In 2009, within the first few weeks of taking office President Obama, moved control of the Census Bureau from the office of the Commerce Secretary to the White House ahead of the 2010 Census. Republicans were irate, thinking it was an effort to politicize the 2010 headcount itself. Unfortunately, Republicans were thinking small. As the New York Times reveals, the Census Bureau “is changing its annual survey so thoroughly that it will be difficult to measure the effects of President Obama’s health care law in the next report, due this fall, census officials said.”

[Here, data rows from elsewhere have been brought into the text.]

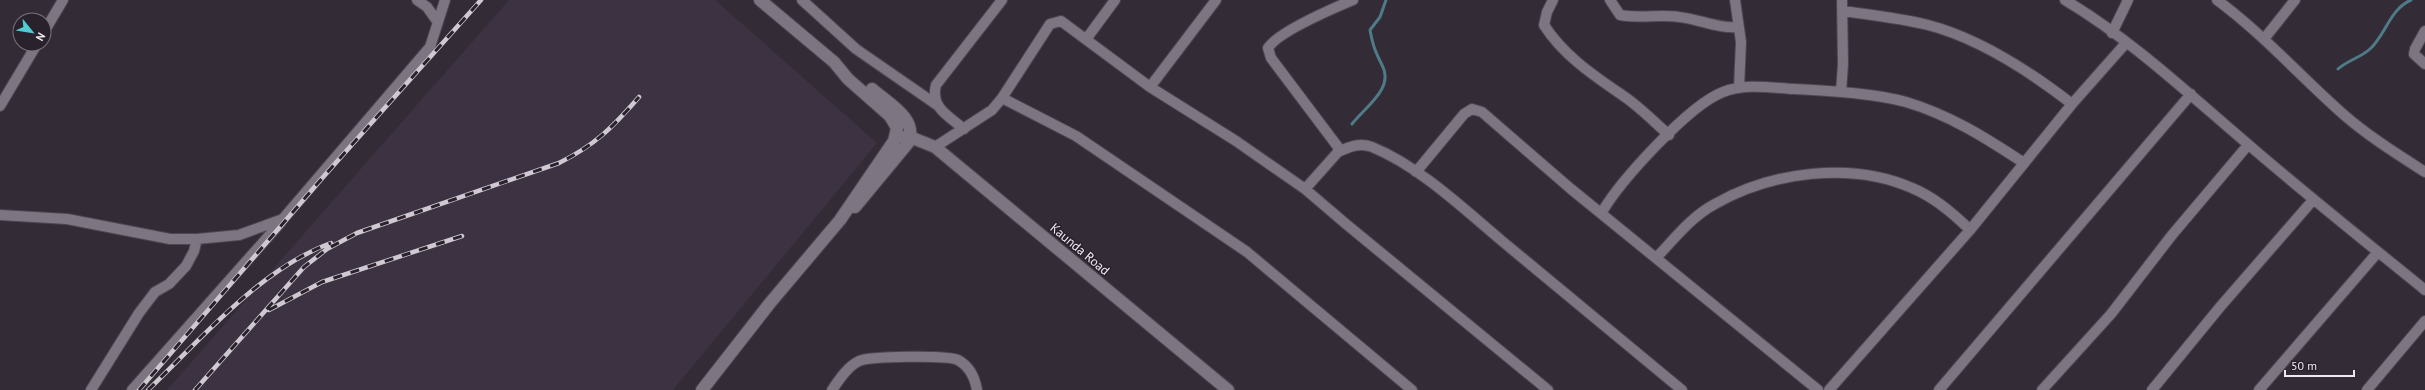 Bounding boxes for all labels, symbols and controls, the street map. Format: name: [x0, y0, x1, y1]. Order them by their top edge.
north arrow: [12, 12, 52, 52]
text: N: [33, 30, 49, 44]
street label: Kaunda Road: [1047, 219, 1113, 279]
scale bar: [2285, 352, 2354, 378]
text: 50 m: [2291, 358, 2317, 373]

Not difficult. Virtually impossible:
“The changes are intended to improve the accuracy of the survey, being conducted this month in interviews with tens of thousands of households around the country. But the new questions are so different that the findings will not be comparable, the officials said. An internal Census Bureau document said that the new questionnaire included a ‘total revision to health insurance questions’ and, in a test last year, produced lower estimates of the uninsured. Thus, officials said, it will be difficult to say how much of any change is attributable to the Affordable Care Act and how much to the use of a new survey instrument.
‘We are expecting much lower numbers just because of the questions and how they are asked,’ said Brett J. O’Hara, chief of the health statistics branch at the Census Bureau.”
Expecting? The administration already tested the change last year. When interviewers asked people the old set of questions, the data revealed that 12.5 percent of Americans had no health insurance. When the new questions were asked, the percentage dropped to 10.6 percent. On the other side of the ledger, the percentage of people with private insurance increased in response to the new set of questions. Researchers further noted that the pattern remained similar for different age, race and ethnic groups.